Department of Medicine, Division of Respirology, McMaster University, Hamilton, Canada.
Respir Res. 2014 Apr 14;15(1):42. doi: 10.1186/1465-9921-15-42.
Chronic obstructive pulmonary disease (COPD) is known to greatly affect ventilation (V) and perfusion (Q) of the lung through pathologies such as inflammation and emphysema. However, there is little direct evidence regarding how these pathologies contribute to the V/Q mismatch observed in COPD and models thereof. Also, little is known regarding how smoking cessation affects V/Q relationships after inflammation and airspace enlargement have become established. To this end, we have quantified V/Q on a per-voxel basis using single photon emission computed tomography (SPECT) in mouse models of COPD and lung obstruction.
Three distinct murine models were used to investigate the impact of different pathologies on V/Q, as measured by SPECT. Lipopolysaccharide (LPS) was used to produce neutrophilic inflammation, porcine pancreatic elastase (PPE) was used to produce emphysema, and long-term cigarette smoke (CS) exposure and cessation were used to investigate the combination of these pathologies.
CS exposure resulted in an increase in mononuclear cells and neutrophils, an increase in airspace enlargement, and an increase in V/Q mismatching. The inflammation produced by LPS was more robust and predominantly neutrophilic, compared to that of cigarette smoke; nevertheless, inflammation alone caused V/Q mismatching similar to that seen with long-term CS exposure. The emphysematous lesions caused by PPE administration were also capable of causing V/Q mismatch in the absence of inflammation. Following CS cessation, inflammatory cell levels returned to those of controls and, similarly, V/Q measures returned to normal despite evidence of persistent mild airspace enlargement.
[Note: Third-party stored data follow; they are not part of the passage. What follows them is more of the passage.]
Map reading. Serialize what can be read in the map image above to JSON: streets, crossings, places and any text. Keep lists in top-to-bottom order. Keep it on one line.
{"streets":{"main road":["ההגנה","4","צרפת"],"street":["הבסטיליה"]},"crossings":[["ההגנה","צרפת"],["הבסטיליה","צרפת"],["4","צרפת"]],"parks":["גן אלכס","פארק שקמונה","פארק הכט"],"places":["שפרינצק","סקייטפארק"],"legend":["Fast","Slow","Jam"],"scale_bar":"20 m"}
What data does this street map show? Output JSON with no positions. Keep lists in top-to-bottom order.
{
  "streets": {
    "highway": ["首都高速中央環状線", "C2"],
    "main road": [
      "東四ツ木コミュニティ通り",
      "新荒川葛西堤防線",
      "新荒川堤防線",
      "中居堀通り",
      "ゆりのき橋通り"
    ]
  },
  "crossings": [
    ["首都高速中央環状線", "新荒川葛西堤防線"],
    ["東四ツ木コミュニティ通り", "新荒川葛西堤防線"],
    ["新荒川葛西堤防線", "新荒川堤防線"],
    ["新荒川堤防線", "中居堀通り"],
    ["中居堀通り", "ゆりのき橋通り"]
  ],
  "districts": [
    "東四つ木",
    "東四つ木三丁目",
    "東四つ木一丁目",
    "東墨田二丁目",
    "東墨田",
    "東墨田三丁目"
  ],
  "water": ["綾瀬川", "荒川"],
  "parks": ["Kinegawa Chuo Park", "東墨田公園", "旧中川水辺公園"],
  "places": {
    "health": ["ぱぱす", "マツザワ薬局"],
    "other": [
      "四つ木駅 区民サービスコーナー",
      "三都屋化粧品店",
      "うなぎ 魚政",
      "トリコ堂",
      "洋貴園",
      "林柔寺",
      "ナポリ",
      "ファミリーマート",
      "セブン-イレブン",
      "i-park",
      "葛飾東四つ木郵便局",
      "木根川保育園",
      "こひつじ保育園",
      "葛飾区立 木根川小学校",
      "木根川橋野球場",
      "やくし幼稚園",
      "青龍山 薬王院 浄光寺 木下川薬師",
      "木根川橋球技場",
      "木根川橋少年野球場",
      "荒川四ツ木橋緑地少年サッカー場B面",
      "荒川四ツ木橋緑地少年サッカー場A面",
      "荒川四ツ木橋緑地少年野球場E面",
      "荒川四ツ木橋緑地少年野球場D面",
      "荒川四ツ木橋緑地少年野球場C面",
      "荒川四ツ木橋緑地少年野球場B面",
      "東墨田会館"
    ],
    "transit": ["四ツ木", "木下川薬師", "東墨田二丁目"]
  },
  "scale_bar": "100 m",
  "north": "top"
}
Both robust inflammation and extensive airspace enlargement, on their own, were capable of producing V/Q mismatch. As CS cessation resulted in a return of V/Q mismatching and inflammatory cell counts to control levels, lung inflammation is likely a major contributor to V/Q mismatch observed in the cigarette smoke exposure model as well as in COPD patients. This return of V/Q mismatching to control values also took place in the presence of mild airspace enlargement, indicating that emphysematous lesions must be of a larger volume before affecting the lung significantly. Early smoking cessation is therefore critical before emphysema has an irreversible impact on gas exchange.
慢性阻塞性肺疾病(COPD)已知通过炎症和肺气肿等病理学极大地影响肺部的通气(V)和灌注(Q)。然而,关于这些病理学如何导致 COPD 及其模型中观察到的 V/Q 不匹配,几乎没有直接证据。此外,关于吸烟停止后炎症和气腔扩大已经建立后如何影响 V/Q 关系知之甚少。为此,我们使用单光子发射计算机断层扫描(SPECT)在 COPD 和肺阻塞的小鼠模型中逐像素量化 V/Q。
使用三种不同的小鼠模型来研究不同病理学对 V/Q 的影响,方法是通过 SPECT 测量。脂多糖(LPS)用于产生中性粒细胞炎症,猪胰弹性蛋白酶(PPE)用于产生肺气肿,长期吸烟(CS)暴露和停止用于研究这些病理学的组合。
CS 暴露导致单核细胞和中性粒细胞增加,气腔扩大增加,V/Q 不匹配增加。与吸烟相比,LPS 产生的炎症更强烈且主要是中性粒细胞;然而,单独的炎症也导致类似于长期 CS 暴露的 V/Q 不匹配。PPE 给药引起的肺气肿病变也能够在没有炎症的情况下引起 V/Q 不匹配。CS 停止后,炎性细胞水平恢复到对照水平,同样,尽管存在持续的轻度气腔扩大,但 V/Q 测量也恢复正常。
强烈的炎症和广泛的气腔扩大本身就能够产生 V/Q 不匹配。由于 CS 停止导致 V/Q 不匹配和炎症细胞计数恢复到对照水平,因此肺部炎症可能是吸烟暴露模型以及 COPD 患者中观察到的 V/Q 不匹配的主要原因。V/Q 不匹配恢复到对照值也发生在轻度气腔扩大的情况下,这表明肺气肿病变必须具有更大的体积才能对肺部产生重大影响。因此,在肺气肿对气体交换产生不可逆转的影响之前,早期戒烟至关重要。